Conclusion and Next Steps
Decision: Proceed with Guardrails
Rationale: Azathioprine has over five decades of clinical evidence in IBD — including multiple Phase 3 RCTs, meta-analyses, and Cochrane systematic reviews confirming efficacy for maintaining remission in both Crohn’s disease and ulcerative colitis — and is embedded in major international guidelines as a standard second-line immunomodulator; the absence from the current regulatory database represents a registration gap, not an evidence gap.
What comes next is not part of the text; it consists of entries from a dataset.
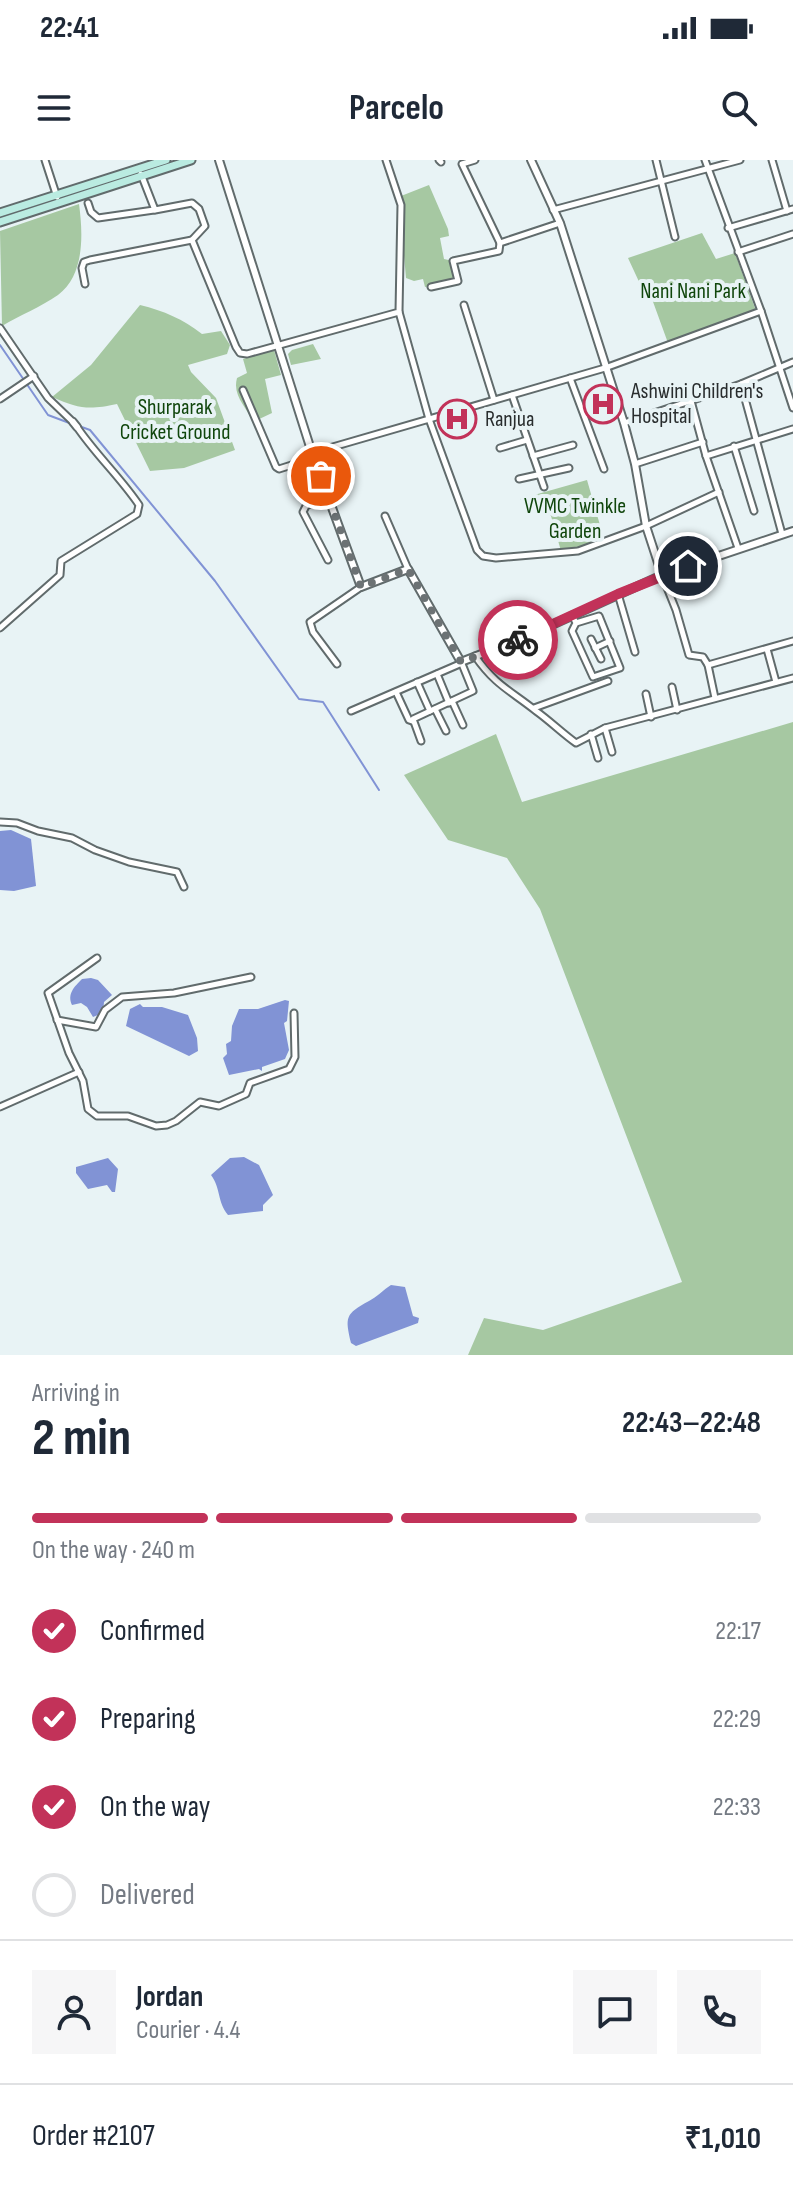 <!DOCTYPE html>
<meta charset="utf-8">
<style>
body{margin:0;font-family:"Sofia Sans Condensed",sans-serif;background:#f6f6f7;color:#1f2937;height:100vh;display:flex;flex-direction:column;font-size:30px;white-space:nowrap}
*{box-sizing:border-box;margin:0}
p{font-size:26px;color:#747a83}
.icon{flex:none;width:44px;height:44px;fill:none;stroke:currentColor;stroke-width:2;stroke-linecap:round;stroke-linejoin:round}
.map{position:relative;height:1195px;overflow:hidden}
.panel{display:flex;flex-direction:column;background:#fff;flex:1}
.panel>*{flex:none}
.pin{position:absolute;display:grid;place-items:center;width:68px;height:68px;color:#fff;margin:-34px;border:4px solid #fff;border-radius:50%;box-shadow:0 2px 8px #0007}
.courier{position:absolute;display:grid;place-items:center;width:80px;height:80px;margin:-40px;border:6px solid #c23259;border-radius:50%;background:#fff;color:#222;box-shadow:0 2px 10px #0007}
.summary em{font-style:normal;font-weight:700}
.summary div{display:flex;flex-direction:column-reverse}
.summary{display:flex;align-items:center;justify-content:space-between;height:136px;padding:0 32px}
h1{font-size:52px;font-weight:700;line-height:60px}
.bar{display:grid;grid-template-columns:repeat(4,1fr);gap:12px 8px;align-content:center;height:96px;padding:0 32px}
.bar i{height:10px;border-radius:6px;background:#e0e1e3}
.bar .selected{background:#c23259}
.bar p{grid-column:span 4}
.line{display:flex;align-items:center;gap:20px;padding:0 32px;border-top:2px solid #e0e1e3}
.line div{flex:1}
.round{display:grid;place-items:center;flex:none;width:84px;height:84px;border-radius:0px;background:#f6f6f7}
ol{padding:0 32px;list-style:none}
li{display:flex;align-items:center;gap:24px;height:88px}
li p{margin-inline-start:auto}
li .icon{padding:8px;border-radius:50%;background:#c23259;color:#fff;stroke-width:4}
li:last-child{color:#747a83}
li i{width:44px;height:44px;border:4px solid #e0e1e3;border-radius:50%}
.status{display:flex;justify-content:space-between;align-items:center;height:56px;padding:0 40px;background:#fff;direction:ltr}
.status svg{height:22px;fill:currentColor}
header{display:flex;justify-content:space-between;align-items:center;height:104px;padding:0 32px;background:#fff;font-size:36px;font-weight:700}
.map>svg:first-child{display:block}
.green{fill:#a6c8a2}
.water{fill:#8193d5}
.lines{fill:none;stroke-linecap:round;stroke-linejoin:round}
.stream{stroke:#8193d5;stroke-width:2}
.minor-casing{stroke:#616b6c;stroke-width:9}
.tertiary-casing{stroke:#616b6c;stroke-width:10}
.secondary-casing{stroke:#616b6c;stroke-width:11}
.minor{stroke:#fff;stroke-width:5}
.tertiary{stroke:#fff;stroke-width:6}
.secondary{stroke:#baebe1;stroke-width:7}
.done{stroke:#6c7274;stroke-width:8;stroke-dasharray:0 14.4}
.route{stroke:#c23259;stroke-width:10}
.labels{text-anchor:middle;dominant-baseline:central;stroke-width:8;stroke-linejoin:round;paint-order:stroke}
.park-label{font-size:22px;fill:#10460c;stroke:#e8f3f5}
.poi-label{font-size:22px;fill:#292d2e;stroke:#e8f3f5;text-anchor:start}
</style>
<div class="status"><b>22:41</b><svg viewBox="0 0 49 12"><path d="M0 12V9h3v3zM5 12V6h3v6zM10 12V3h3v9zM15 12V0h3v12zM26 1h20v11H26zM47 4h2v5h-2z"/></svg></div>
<header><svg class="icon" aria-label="menu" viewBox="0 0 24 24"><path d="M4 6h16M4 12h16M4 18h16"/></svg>Parcelo<svg class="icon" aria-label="search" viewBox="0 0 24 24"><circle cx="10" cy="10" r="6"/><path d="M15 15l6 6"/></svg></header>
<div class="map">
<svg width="793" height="1195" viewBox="0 0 793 1195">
<rect width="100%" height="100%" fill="#e8f3f5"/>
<!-- green -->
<g class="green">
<polygon points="429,25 448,69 449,76 440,78 444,99 453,101 458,121 425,127 423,119 414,121 406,118 399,40 401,36"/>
<path d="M79,44C83,73 85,115 58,135C41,147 20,155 2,166L0,71Z"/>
<polygon points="702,73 716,99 735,93 756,151 668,183 648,128 641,126 628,98"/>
<path d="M140,145C164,151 183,159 202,174L221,171L230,185L227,194L188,205L191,212L216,238L235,290L184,308L150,311L117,244C89,250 79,249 52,237L91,205Z"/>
<polygon points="313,184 321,199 291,205 288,194 292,190"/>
<path d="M274,190L281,215L265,219L272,253L253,262C247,247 232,236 237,218L247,213L243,199Z"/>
<polygon points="587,320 604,379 579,389 561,391 551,356 547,348 538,351 520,339"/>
<polygon points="793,562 793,1195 468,1195 484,1158 543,1170 682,1122 540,749 507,698 448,680 404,615 496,574 522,642"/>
</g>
<!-- water -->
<g class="water">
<polygon points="11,670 31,679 36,726 14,731 0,730 0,671"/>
<path d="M91,818L98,820L112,835L104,842L103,853L93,857L87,847L81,843L72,845C67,834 74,827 82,819Z"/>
<polygon points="285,840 289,841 287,861 284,863 289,890 285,899 262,907 262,911 259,909 229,915 223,898 227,894 226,884 231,881 232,866 239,849 258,849"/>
<polygon points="140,844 143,847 162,847 188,855 197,878 198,891 189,896 126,866 130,849"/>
<path d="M244,997L259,1005L273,1035L263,1045V1051L228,1055C217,1042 221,1028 211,1015L230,998Z"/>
<polygon points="108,998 118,1009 115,1032 112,1032 107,1025 88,1029 76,1013 76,1007"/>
<path d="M391,1125L405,1127L413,1156L419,1158L418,1163L356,1186L351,1183C345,1157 345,1154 369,1141C377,1137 383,1130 391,1125Z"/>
</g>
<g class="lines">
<!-- stream -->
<g class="stream">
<polyline points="0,185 48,255 72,264"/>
<polyline points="79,266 90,270 215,421 299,539 323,542 379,630"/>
</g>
<defs>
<g id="minor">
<polyline points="45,0 57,37"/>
<polyline points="439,0 441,2"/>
<polyline points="475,0 462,4 500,83"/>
<polyline points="656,0 675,77"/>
<polyline points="772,0 787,51"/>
<polyline points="141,14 155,50 192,43 199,49 205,66 192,80 236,187 240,193 247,194 399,152 401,45 386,0"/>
<polyline points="88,43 91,52 98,58 154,50"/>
<polyline points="553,50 740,0"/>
<polyline points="728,68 793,49"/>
<polyline points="738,92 793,74"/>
<polyline points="85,124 82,108 84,102 90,100 192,80"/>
<polyline points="431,127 458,121 453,101 499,91 500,83 560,63"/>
<polyline points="464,145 494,240"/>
<polyline points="761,151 793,248"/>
<polyline points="399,152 429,259 477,390 483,396 496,398 578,391 646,366 719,332"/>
<polyline points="0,168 48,238 73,262"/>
<polyline points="570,218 604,309"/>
<polyline points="741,224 782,374"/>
<polyline points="243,230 276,307 279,309 314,298"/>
<polyline points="512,235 544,327"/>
<polyline points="0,239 34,216"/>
<polyline points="691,241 706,296 738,388"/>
<polyline points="624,263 741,224 793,202"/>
<polyline points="734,286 754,351"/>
<polyline points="500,288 527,280"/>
<polyline points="312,293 605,208 761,151 705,0"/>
<polyline points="533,296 573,285"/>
<polyline points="706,296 793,269"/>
<polyline points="635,304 703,282"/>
<polyline points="519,319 569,308"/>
<polyline points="327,335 306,346 303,352 328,400"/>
<polyline points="385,356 408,409"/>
<polyline points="662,415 676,450 689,495 703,497 708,505 715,538"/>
<polyline points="618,434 635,492"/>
<polyline points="572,455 576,463 599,456 620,508 593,517 572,471 576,463"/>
<path d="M0,468L60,415L61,401L137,354L139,345C121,318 96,295 77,267"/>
<polyline points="591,479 601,499"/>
<polyline points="595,488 610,481"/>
<polyline points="767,489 776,522"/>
<path d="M475,496C495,525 511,531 536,551C550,561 562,573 576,583L605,568L793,518"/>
<polyline points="337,504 313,472 310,462 361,427"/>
<polyline points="708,505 793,481"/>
<polyline points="437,514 449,543"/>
<polyline points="417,522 430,551"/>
<polyline points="672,527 677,550"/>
<polyline points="396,532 409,560 412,561"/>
<polyline points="646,534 651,557"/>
<polyline points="452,541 463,565"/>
<polyline points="534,548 608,521"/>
<polyline points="435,549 446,571"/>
<polyline points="351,551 462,503"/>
<polyline points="605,568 612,592"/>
<polyline points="591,574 598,598"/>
<polyline points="421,581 413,559 473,531 462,504"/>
<polyline points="0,662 17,663 38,671 72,678 95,690 129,702 177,712 184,727"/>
<polyline points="97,798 48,833 69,893 83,921 88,949 97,956 128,956 156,966 167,965 176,961 200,942 219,946 246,934 250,923 289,909 295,897 294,853"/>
<polyline points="57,860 96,867 105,850 122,837 174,833 251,817"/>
<polyline points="0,947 79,912"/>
</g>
<g id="tertiary">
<polyline points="219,0 312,293 361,427 408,409 461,502 530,475 662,415 793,371"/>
<polyline points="531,0 560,63 624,263 635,304 646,366 662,415"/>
<polyline points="73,262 77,267"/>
</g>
<g id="secondary">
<polyline points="0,53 166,0"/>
<polyline points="0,62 191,0"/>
</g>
</defs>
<!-- minor casing -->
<use href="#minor" class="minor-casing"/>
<!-- tertiary casing -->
<use href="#tertiary" class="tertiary-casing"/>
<!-- secondary casing -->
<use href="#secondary" class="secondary-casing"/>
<!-- minor -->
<use href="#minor" class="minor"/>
<!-- tertiary -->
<use href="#tertiary" class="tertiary"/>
<!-- secondary -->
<use href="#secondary" class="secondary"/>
</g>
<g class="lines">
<!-- done -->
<polyline class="done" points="321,316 361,427 408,409 461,502 518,480"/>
<!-- route -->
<polyline class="route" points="518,480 618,434 688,406"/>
</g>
<!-- icons -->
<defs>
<symbol id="hospital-ring" viewBox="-11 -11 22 22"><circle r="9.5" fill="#e8f3f5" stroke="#c23259" stroke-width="1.5"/><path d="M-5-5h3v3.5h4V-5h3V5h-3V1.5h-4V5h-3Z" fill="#c23259"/></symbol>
</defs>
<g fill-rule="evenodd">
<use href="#hospital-ring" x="581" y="222" width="44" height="44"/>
<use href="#hospital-ring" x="435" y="237" width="44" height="44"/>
</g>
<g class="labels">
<!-- park labels -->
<g class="park-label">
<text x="693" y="131">Nani Nani Park</text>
<text x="175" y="247">Shurparak<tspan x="175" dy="25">Cricket Ground</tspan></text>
<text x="575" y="346">VVMC Twinkle<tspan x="575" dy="25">Garden</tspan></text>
</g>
<!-- poi labels -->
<g class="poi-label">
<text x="631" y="231">Ashwini Children's<tspan x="631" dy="25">Hospital</tspan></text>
<text x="485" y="259">Ranjua</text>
</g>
</g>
</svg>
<div class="pin" style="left:321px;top:316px;background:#ea580c"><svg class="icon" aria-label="bag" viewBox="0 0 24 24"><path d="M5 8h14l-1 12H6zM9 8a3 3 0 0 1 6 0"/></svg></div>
<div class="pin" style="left:688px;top:406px;background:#1f2937"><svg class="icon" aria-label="home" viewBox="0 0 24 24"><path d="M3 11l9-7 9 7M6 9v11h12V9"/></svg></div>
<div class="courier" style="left:518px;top:480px"><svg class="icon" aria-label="bike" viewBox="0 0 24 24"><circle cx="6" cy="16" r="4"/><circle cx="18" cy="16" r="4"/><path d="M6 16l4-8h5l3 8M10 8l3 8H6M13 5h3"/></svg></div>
</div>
<section class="panel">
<div class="summary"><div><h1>2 min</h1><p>Arriving in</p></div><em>22:43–22:48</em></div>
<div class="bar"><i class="selected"></i><i class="selected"></i><i class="selected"></i><i></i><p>On the way · 240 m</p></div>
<ol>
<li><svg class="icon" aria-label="check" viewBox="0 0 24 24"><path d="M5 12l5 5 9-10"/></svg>Confirmed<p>22:17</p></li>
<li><svg class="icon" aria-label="check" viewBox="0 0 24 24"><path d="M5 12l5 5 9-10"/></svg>Preparing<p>22:29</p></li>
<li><svg class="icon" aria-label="check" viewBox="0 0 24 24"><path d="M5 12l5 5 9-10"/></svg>On the way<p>22:33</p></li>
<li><i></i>Delivered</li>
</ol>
<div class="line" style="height:144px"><a class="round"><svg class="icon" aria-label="person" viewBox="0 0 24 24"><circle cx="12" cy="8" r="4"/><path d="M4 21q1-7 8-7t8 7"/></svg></a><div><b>Jordan</b><p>Courier · 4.4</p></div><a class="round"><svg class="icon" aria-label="chat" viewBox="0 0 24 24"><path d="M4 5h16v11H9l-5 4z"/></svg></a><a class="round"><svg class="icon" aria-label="phone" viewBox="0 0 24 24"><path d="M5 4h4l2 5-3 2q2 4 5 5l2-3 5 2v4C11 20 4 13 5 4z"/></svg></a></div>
<div class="line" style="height:104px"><div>Order #2107</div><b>₹1,010</b></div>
</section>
To proceed, the following is needed:
- Retrieve the complete prescribing information (package insert) to document full warnings, contraindications, and drug-drug interaction profile
- Confirm US FDA regulatory status and identify the scope of approved indications in the US label
- Obtain DrugBank pharmacological data (MOA, drug categories, toxicity profiles) to complete the safety assessment framework
- Establish a pre-treatment pharmacogenomic testing protocol (TPMT and NUDT15 genotyping) to identify patients at high risk for myelotoxicity before initiating therapy
- Develop a haematological monitoring plan (CBC with differential, liver function tests, renal function) for ongoing surveillance during treatment
- Define clear IBD indication boundaries (Crohn’s disease vs. ulcerative colitis; induction vs. maintenance; monotherapy vs. combination with biologics) for the intended target population
Disclaimer
This content is for research purposes only and does not constitute medical advice. Clinical validation is required before any clinical application.